◆ **Dataset excerpts**:
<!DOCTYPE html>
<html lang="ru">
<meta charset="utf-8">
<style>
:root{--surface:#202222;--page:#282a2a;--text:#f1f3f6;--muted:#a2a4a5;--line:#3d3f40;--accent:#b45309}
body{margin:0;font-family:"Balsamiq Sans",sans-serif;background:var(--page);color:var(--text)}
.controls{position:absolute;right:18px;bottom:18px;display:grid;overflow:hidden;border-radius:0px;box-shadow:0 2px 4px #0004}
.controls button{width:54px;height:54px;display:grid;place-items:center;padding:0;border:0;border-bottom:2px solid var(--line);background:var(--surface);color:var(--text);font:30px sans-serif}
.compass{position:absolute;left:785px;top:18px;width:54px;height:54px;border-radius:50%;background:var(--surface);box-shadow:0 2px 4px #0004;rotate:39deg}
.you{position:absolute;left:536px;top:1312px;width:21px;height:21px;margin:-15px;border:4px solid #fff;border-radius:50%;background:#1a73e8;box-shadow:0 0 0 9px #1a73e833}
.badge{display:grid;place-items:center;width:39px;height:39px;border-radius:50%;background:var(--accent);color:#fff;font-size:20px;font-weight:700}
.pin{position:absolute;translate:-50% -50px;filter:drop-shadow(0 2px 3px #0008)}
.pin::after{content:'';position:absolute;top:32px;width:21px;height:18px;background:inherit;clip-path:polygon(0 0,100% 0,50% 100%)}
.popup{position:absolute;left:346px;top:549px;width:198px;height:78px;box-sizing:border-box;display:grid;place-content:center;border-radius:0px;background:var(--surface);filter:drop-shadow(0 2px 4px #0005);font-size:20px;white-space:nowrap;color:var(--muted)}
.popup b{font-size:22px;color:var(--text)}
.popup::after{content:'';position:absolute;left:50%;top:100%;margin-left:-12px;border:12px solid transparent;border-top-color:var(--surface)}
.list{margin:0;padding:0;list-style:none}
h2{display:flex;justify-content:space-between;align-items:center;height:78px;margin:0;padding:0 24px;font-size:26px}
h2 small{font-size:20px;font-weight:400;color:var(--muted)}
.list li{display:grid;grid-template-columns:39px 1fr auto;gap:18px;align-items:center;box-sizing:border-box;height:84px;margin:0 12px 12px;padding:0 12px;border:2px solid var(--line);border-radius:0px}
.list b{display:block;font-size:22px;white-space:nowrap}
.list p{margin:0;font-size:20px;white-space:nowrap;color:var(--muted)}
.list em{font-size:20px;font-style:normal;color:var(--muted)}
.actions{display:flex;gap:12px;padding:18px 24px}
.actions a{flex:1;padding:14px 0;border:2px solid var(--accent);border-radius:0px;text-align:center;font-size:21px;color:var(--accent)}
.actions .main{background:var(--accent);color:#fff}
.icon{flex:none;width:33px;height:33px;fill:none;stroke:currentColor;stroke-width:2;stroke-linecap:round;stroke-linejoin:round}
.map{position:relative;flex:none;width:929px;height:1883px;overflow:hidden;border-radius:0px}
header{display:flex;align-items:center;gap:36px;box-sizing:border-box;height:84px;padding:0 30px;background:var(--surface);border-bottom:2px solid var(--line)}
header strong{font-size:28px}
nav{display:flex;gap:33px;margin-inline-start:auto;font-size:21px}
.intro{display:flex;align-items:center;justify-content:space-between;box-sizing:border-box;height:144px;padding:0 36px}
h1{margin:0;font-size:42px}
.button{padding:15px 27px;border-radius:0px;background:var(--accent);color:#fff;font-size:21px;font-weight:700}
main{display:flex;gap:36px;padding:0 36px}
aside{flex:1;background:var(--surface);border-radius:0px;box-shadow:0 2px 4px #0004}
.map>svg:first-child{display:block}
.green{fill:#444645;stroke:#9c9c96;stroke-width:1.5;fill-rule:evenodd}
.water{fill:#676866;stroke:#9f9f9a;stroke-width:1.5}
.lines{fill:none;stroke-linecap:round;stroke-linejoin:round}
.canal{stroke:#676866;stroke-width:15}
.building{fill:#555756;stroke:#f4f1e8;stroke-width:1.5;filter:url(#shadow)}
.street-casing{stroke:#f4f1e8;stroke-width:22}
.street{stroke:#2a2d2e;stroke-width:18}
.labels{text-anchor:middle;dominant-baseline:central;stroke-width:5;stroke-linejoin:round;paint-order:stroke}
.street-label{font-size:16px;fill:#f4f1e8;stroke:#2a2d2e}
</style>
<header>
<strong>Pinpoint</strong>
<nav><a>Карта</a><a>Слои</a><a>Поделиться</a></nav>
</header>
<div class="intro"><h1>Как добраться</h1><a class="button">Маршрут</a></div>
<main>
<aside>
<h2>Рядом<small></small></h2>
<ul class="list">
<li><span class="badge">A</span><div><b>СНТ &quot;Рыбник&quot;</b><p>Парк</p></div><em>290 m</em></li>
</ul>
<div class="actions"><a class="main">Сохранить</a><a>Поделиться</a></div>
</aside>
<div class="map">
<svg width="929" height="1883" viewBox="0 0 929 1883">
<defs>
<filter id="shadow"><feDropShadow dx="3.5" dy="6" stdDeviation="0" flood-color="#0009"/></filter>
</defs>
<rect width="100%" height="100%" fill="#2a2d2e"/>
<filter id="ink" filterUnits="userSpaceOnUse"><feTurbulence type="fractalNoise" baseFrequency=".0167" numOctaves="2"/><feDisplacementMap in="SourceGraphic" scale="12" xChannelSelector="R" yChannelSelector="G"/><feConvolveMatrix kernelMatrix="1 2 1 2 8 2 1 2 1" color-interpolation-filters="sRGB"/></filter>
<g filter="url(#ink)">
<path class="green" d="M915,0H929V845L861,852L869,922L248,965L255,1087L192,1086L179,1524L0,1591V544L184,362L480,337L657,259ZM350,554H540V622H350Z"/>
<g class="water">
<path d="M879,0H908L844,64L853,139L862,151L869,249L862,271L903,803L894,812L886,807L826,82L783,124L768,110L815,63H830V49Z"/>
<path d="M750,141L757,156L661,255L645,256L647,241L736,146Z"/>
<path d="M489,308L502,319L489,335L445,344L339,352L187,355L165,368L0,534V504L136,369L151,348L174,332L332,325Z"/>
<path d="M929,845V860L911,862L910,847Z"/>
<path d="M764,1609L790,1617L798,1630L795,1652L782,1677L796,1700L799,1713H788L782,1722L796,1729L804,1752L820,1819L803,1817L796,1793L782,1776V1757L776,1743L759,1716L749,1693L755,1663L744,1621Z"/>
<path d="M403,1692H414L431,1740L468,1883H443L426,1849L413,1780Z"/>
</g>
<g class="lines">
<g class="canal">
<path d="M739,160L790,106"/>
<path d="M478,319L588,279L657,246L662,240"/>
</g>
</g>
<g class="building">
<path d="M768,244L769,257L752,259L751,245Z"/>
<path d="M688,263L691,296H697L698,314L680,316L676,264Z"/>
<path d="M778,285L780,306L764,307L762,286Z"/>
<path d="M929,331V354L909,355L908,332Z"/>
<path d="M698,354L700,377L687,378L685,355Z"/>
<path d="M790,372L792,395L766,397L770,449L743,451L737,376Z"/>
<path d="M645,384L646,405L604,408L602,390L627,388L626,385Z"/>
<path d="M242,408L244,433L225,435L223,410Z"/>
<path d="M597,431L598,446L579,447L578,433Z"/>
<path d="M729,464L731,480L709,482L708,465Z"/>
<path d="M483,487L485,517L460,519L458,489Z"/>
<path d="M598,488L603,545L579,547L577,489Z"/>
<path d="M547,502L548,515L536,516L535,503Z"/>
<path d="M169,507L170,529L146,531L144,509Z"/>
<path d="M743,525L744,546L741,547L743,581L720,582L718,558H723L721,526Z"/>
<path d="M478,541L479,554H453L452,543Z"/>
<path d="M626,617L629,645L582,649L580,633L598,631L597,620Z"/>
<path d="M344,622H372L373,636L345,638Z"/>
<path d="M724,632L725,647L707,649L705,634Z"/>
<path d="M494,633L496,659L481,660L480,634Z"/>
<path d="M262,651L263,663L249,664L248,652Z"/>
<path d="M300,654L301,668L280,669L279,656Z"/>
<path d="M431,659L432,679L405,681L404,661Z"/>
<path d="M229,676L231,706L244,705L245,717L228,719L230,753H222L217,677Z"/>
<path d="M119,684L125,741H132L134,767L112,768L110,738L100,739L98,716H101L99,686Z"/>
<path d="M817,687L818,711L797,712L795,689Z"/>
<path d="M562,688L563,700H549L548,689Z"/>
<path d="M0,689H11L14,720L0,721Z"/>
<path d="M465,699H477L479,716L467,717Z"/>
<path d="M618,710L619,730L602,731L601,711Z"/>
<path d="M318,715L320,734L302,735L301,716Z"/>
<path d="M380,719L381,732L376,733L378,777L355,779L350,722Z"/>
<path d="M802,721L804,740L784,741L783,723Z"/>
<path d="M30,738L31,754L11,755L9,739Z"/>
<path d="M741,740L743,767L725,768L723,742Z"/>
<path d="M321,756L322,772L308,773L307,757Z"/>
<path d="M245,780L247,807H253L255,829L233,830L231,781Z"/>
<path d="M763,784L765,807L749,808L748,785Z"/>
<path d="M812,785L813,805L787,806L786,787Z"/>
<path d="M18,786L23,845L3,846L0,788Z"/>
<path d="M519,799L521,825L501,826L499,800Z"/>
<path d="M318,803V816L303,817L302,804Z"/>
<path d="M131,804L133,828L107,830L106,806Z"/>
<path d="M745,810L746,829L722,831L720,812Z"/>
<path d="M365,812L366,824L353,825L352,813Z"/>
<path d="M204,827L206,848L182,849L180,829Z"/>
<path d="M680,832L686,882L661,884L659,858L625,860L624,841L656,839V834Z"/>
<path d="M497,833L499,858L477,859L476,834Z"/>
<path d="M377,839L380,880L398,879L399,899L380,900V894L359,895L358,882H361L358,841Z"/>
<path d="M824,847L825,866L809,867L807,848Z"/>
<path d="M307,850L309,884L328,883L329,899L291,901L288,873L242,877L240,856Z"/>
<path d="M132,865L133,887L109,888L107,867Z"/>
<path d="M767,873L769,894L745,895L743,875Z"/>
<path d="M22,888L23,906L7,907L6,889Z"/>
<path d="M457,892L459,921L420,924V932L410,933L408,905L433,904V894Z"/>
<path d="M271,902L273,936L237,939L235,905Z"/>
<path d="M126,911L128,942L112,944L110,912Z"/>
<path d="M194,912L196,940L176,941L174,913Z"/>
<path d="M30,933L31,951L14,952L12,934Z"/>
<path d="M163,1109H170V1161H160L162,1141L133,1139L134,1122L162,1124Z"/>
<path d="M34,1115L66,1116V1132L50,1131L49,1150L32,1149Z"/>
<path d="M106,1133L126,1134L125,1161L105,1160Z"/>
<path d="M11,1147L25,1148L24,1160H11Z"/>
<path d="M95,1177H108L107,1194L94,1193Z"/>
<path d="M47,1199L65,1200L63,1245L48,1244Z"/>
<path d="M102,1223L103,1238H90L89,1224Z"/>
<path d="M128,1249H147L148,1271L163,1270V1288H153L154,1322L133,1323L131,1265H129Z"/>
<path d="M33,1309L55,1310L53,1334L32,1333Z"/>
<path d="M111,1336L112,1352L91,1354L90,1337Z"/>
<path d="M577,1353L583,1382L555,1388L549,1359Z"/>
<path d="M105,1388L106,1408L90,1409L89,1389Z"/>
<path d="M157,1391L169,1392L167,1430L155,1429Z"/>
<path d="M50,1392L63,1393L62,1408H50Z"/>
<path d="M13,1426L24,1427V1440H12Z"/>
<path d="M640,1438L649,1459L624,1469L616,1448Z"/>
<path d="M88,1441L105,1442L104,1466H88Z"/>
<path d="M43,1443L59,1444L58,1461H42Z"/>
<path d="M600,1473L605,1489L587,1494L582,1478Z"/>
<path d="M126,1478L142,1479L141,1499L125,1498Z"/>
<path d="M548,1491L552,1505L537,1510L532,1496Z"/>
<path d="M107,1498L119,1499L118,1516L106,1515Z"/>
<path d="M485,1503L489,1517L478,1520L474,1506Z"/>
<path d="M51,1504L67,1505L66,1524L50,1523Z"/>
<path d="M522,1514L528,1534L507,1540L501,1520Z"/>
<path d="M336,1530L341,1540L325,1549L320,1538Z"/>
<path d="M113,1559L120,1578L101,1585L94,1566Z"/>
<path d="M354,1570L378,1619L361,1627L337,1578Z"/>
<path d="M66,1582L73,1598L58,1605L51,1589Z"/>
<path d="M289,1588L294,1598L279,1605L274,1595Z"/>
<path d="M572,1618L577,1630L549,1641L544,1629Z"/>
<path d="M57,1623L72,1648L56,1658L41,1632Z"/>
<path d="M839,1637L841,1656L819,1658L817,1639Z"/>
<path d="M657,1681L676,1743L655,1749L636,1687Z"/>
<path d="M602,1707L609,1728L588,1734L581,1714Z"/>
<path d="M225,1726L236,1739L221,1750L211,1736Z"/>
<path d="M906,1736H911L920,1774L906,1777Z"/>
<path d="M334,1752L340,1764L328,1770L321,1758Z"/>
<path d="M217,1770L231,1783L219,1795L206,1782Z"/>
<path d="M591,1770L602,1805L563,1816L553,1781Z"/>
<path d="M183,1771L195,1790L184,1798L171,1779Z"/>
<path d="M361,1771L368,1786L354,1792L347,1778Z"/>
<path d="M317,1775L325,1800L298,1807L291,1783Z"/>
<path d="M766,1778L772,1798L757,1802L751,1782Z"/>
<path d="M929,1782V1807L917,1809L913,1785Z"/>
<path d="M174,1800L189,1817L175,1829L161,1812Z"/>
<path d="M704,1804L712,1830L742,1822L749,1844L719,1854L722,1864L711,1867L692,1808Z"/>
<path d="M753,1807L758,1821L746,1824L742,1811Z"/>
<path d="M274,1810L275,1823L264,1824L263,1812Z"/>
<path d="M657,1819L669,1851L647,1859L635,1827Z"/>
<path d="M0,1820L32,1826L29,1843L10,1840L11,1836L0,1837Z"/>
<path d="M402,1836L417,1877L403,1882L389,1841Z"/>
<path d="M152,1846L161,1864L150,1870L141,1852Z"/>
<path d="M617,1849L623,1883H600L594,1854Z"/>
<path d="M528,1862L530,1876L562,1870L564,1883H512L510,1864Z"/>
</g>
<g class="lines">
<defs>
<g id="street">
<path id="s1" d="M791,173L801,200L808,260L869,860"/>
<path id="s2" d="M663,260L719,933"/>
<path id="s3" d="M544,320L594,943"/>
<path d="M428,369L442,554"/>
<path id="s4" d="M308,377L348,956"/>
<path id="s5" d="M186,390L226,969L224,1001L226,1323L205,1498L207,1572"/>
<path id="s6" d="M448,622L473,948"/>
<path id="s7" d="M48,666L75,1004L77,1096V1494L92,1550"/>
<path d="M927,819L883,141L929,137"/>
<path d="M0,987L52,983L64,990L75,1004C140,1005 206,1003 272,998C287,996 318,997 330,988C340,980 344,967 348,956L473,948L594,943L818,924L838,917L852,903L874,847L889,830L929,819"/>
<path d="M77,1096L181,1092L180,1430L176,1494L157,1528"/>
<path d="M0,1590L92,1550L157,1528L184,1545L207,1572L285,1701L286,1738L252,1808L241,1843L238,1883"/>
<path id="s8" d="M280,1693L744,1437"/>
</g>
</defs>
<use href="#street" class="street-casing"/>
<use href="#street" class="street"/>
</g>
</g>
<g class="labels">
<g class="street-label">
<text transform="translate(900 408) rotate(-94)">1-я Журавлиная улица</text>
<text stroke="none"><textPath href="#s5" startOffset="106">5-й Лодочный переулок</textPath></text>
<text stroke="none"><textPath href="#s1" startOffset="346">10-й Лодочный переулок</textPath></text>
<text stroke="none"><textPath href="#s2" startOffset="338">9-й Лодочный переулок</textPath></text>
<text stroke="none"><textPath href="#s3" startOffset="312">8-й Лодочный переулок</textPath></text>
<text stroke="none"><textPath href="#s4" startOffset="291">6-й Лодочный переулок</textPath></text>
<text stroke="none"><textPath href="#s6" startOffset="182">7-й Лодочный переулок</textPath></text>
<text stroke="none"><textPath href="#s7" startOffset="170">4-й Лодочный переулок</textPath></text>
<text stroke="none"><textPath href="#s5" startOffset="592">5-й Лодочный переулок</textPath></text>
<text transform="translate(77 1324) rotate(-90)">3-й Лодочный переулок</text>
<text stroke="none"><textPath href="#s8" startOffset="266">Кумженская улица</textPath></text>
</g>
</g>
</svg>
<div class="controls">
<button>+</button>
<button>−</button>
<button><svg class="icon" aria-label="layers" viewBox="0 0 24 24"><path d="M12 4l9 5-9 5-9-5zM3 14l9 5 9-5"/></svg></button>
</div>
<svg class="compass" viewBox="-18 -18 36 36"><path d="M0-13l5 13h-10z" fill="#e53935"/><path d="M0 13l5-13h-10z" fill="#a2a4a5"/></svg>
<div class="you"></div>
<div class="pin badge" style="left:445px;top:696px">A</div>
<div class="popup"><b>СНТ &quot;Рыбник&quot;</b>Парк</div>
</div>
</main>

◆ **What this task involves**:
State how many lines of the records above contain "radius", with no words besides the number.

◆ **Result**:
10